**Task statement**. If a line of the records contains the string "import", copy it out.

**Source data**.
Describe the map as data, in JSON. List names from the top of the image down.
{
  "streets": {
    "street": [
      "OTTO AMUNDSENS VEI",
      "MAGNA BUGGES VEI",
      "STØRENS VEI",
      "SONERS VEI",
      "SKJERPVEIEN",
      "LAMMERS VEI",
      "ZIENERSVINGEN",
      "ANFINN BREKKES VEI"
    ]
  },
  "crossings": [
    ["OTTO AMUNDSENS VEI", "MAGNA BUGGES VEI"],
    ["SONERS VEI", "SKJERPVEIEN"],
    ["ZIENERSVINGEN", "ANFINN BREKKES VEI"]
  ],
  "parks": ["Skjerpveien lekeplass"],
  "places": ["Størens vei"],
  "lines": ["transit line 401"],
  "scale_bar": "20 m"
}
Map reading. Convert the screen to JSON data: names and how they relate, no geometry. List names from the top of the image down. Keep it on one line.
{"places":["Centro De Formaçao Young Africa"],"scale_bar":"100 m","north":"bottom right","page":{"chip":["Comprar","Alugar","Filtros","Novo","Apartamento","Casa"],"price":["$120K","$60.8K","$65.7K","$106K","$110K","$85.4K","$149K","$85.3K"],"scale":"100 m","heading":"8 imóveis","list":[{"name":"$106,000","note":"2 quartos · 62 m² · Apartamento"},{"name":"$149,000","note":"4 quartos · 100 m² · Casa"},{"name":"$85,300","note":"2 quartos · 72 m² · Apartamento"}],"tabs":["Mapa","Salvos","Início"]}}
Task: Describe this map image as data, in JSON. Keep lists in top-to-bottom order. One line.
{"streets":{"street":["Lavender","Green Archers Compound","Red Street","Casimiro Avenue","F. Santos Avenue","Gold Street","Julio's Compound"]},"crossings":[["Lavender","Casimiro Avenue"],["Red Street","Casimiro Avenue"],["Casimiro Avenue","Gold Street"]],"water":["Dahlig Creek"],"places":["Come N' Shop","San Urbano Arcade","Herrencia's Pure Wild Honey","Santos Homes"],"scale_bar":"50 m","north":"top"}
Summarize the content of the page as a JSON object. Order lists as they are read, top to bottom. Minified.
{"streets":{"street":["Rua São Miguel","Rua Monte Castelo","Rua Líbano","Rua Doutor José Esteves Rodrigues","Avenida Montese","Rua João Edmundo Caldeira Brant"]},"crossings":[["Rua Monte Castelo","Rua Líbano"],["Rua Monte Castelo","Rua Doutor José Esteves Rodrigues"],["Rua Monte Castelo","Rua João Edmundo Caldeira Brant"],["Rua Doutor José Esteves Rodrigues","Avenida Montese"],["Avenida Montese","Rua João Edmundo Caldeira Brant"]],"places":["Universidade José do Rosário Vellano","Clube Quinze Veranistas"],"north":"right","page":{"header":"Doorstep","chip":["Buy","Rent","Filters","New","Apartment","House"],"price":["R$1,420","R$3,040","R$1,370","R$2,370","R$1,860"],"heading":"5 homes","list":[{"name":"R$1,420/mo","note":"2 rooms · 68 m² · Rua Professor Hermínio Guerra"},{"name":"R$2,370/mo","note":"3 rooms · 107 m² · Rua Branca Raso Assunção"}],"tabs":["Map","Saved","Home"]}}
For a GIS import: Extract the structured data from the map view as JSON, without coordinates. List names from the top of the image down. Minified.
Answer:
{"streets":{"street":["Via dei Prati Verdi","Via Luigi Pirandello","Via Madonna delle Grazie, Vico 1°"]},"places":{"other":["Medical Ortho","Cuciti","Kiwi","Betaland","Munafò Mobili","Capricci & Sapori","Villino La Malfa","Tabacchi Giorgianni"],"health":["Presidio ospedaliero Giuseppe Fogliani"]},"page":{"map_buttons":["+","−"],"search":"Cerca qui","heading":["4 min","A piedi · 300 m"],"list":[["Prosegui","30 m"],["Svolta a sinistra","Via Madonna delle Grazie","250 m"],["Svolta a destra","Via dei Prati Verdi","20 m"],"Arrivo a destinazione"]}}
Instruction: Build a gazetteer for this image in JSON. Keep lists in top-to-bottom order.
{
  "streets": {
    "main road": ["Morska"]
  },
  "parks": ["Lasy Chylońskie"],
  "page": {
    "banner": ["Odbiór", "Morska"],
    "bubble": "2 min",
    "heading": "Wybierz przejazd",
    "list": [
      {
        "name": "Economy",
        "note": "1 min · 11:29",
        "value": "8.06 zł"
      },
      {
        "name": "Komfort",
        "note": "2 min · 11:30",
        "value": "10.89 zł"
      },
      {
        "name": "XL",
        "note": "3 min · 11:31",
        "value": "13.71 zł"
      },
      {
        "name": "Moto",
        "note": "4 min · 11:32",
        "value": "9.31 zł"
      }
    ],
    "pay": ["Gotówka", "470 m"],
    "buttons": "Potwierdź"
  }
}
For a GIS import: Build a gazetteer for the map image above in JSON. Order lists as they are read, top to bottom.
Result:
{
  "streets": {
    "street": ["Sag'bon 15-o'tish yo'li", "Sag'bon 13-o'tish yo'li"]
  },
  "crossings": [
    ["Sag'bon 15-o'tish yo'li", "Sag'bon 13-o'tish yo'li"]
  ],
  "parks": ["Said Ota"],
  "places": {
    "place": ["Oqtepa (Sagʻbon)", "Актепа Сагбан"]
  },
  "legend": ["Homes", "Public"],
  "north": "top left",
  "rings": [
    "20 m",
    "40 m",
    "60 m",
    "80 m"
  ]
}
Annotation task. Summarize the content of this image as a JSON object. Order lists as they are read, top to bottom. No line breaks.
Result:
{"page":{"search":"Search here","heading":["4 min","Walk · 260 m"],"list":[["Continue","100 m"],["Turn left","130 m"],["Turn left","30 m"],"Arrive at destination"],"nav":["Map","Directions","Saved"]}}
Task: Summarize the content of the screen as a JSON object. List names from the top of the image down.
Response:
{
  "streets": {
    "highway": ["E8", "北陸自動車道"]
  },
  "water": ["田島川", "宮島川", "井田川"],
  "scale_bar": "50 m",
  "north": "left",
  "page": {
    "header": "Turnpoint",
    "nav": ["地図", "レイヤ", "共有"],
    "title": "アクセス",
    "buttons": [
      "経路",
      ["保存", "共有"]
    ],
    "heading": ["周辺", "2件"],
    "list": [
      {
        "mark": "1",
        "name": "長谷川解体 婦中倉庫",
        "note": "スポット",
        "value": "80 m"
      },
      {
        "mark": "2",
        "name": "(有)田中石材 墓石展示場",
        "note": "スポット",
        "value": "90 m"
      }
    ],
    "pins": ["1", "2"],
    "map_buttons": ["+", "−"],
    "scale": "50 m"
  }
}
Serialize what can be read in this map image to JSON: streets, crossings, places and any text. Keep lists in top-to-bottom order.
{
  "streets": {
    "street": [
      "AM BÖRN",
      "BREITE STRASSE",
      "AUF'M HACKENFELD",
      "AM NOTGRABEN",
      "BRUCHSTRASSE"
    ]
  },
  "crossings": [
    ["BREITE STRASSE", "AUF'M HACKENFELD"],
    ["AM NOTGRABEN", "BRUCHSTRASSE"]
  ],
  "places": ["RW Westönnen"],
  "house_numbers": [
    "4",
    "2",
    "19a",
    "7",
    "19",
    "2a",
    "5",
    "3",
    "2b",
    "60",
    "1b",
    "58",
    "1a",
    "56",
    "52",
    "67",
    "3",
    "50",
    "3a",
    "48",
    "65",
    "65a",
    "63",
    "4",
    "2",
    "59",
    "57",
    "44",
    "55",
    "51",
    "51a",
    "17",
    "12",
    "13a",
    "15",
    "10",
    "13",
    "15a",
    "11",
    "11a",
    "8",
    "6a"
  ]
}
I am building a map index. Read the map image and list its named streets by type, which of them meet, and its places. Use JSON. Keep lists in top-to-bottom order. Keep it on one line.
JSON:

**Result for this exercise**.
For a GIS import: Extract the structured data from the map view as JSON, without coordinates. List names from the top of the image down. Minified.
For a GIS import: Build a gazetteer for the map image above in JSON. Order lists as they are read, top to bottom.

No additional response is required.